The City of Boise presented its plans for a phased reopening of the city Tuesday night.
For the most part, it echoes the State of Idaho’s plan with a couple key differences: It won’t include target dates, and the maximum group size allowed in phase four will see a limit.
“We are going to reccomend there be no group gatherings above a certain size,” Boise Mayor Lauren McLean said. “Anything that does take place should adhere to social distancing guidelines.”
The city’s fourth phase would limit public gatherings to no more than 250 people at any one time. The state’s current guidance provides no limit.
Boise didn’t outline when it could lift the 250 person limit. But McLean indicated fall events could see an impact.
“You read what everyone’s looking at, and (they are) evaluating if large group gatherings, such as football, will happen in the fall.”
A number of events scheduled for the spring, like Treefort Music Festival, moved to the fall. Many additional events, from Bronco Football to high school sporting events to galas and more could see an impact.
No target dates
The Boise guidance will follow the same 14-day evaluation period as the state, but no target dates are provided. The state listed the phases in two week intervals, and the governor said he hoped to see most things back open by the end of June.
“It’s our hope and my intention that we progress in the same way,” McLean said. “We want to make sure that what works for Boise works for (other parts of the state), but that may not always be the case.”

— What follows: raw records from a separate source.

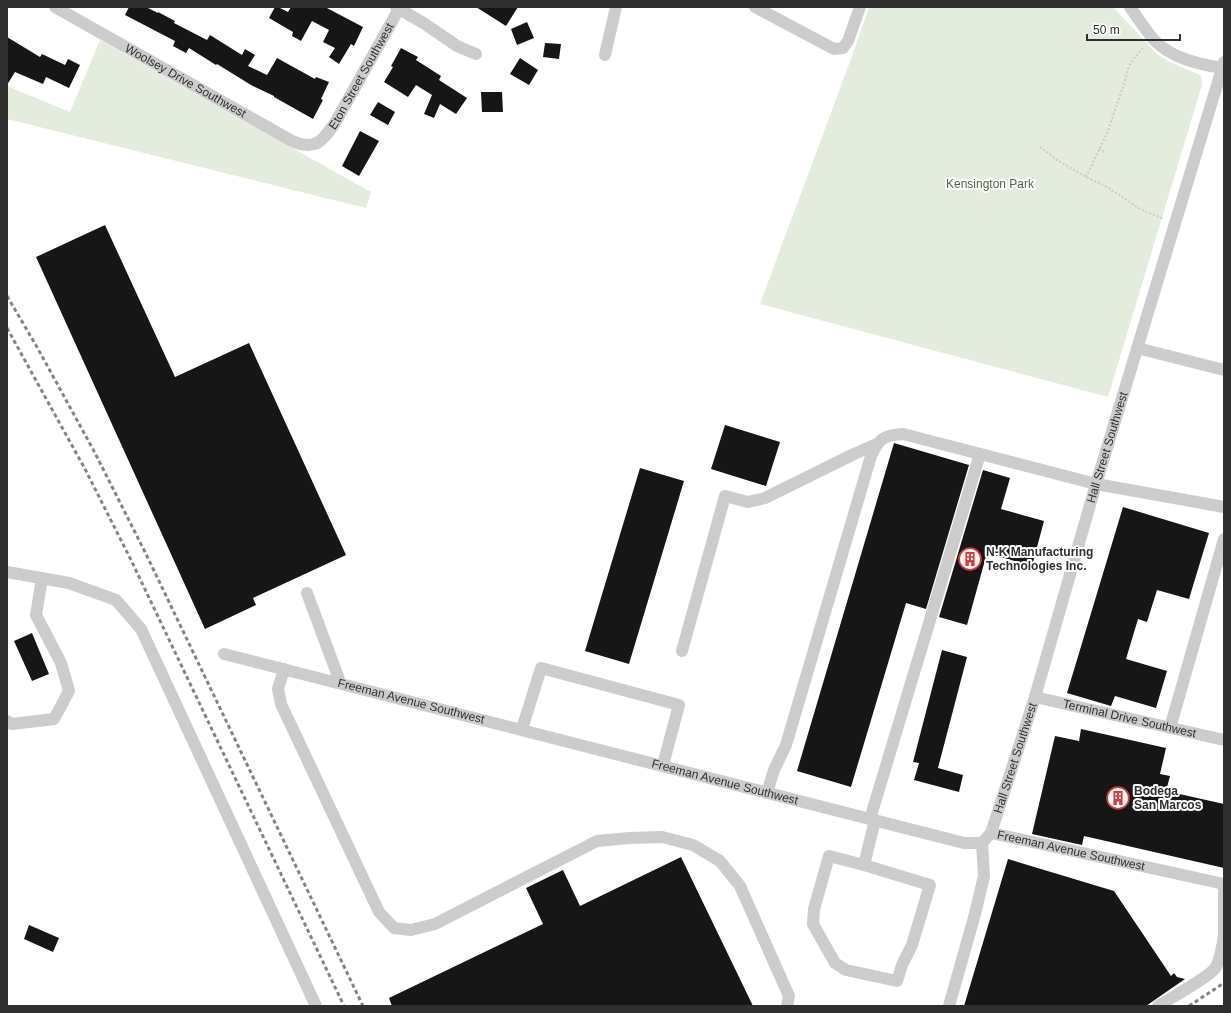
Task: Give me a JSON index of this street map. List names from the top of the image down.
{
  "streets": {
    "street": [
      "Eton Street Southwest",
      "Woolsey Drive Southwest",
      "Hall Street Southwest",
      "Freeman Avenue Southwest",
      "Terminal Drive Southwest"
    ]
  },
  "crossings": [
    ["Eton Street Southwest", "Woolsey Drive Southwest"],
    ["Hall Street Southwest", "Freeman Avenue Southwest"],
    ["Hall Street Southwest", "Terminal Drive Southwest"]
  ],
  "parks": ["Kensington Park"],
  "places": {
    "building": ["N-K Manufacturing Technologies Inc.", "Bodega San Marcos"]
  },
  "scale_bar": "50 m"
}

The city said it would also follow guidelines for each phase, what it called “gating criteria.” To move on to the next phase, data points like hospital utilization, the number of new cases and other information to make its decisions. Like the state, the city could move backwards through the phases if there are an uptick in cases or other data.

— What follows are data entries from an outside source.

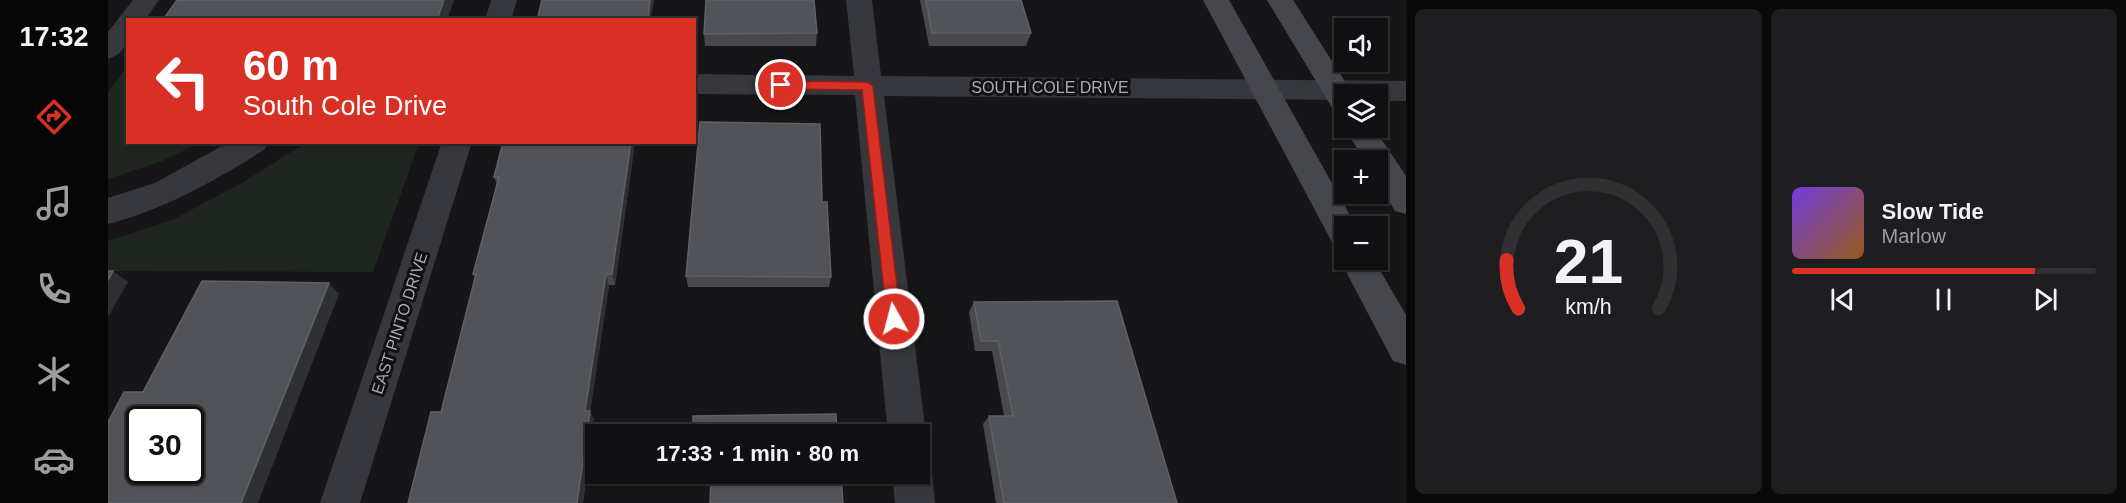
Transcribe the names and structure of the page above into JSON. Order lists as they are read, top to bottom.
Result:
{
  "streets": {
    "street": ["SOUTH COLE DRIVE", "EAST PINTO DRIVE"]
  },
  "page": {
    "tabs": "17:32",
    "map_buttons": ["+", "−"],
    "turn": ["60 m", "South Cole Drive"],
    "song": ["Slow Tide", "Marlow"],
    "limit": "30",
    "trip": "17:33 · 1 min · 80 m",
    "gauge": ["21", "km/h"]
  }
}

Boise staff will also work out a plan for when city services will open. They will also follow the phased guidance, with a slow process of opening a few things in each stage.

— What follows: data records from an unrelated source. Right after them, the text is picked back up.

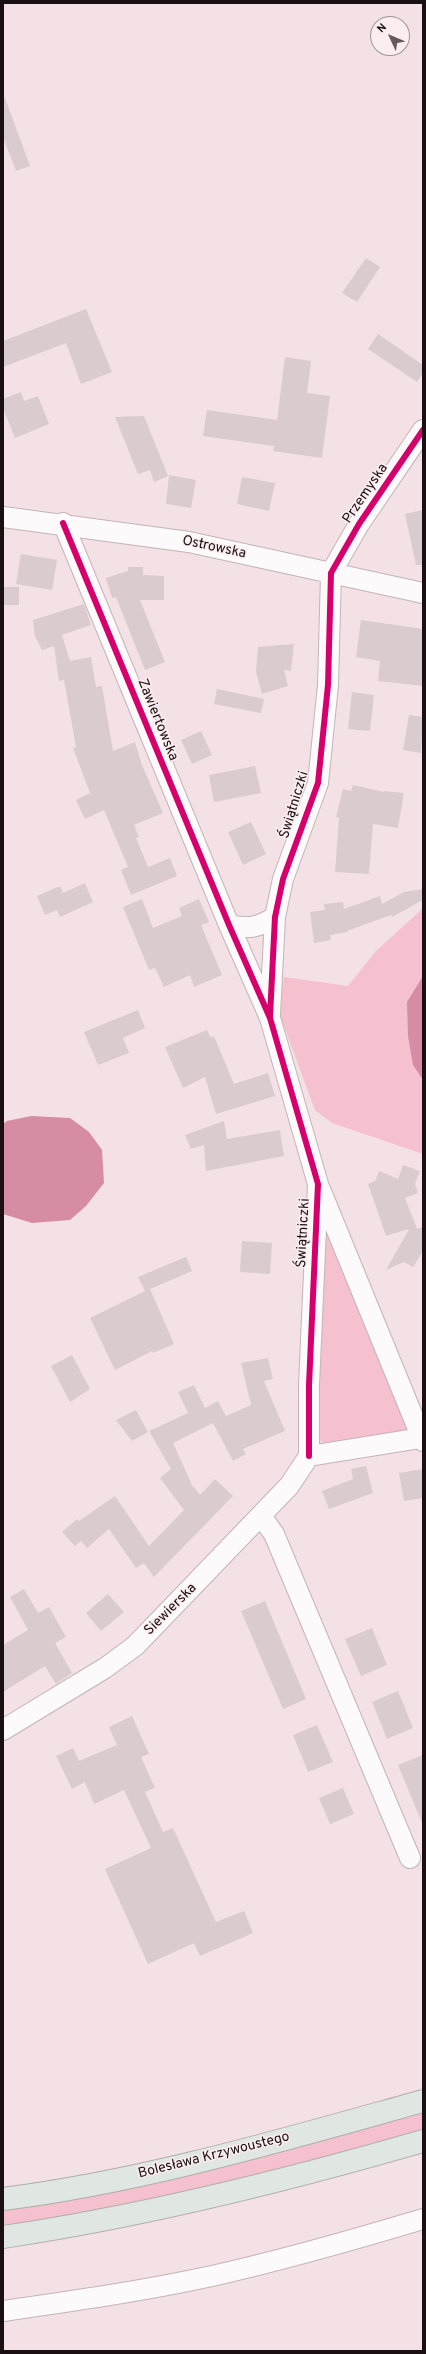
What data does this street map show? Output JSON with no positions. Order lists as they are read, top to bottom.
{
  "streets": {
    "highway": ["Bolesława Krzywoustego"],
    "street": [
      "Przemyska",
      "Ostrowska",
      "Zawiertowska",
      "Świątniczki",
      "Siewierska"
    ]
  },
  "crossings": [
    ["Przemyska", "Ostrowska"],
    ["Przemyska", "Świątniczki"],
    ["Ostrowska", "Zawiertowska"],
    ["Ostrowska", "Świątniczki"],
    ["Zawiertowska", "Świątniczki"],
    ["Świątniczki", "Siewierska"]
  ],
  "north": "top left"
}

“I am very concerned about the likelihood of people arriving en masses at playgrounds and other facilities when we (open them),” McLean said. “We are going to be very thoughtful about what opens and when. All city facilities won’t open on May 1st. Otherwise we will see spikes and that doesn’t help reopen the economy.”
Gov. Brad Little set a news conference for Thursday at 11am to talk about what the state will do next and if phase one will start as anticipated on May 1, this Friday.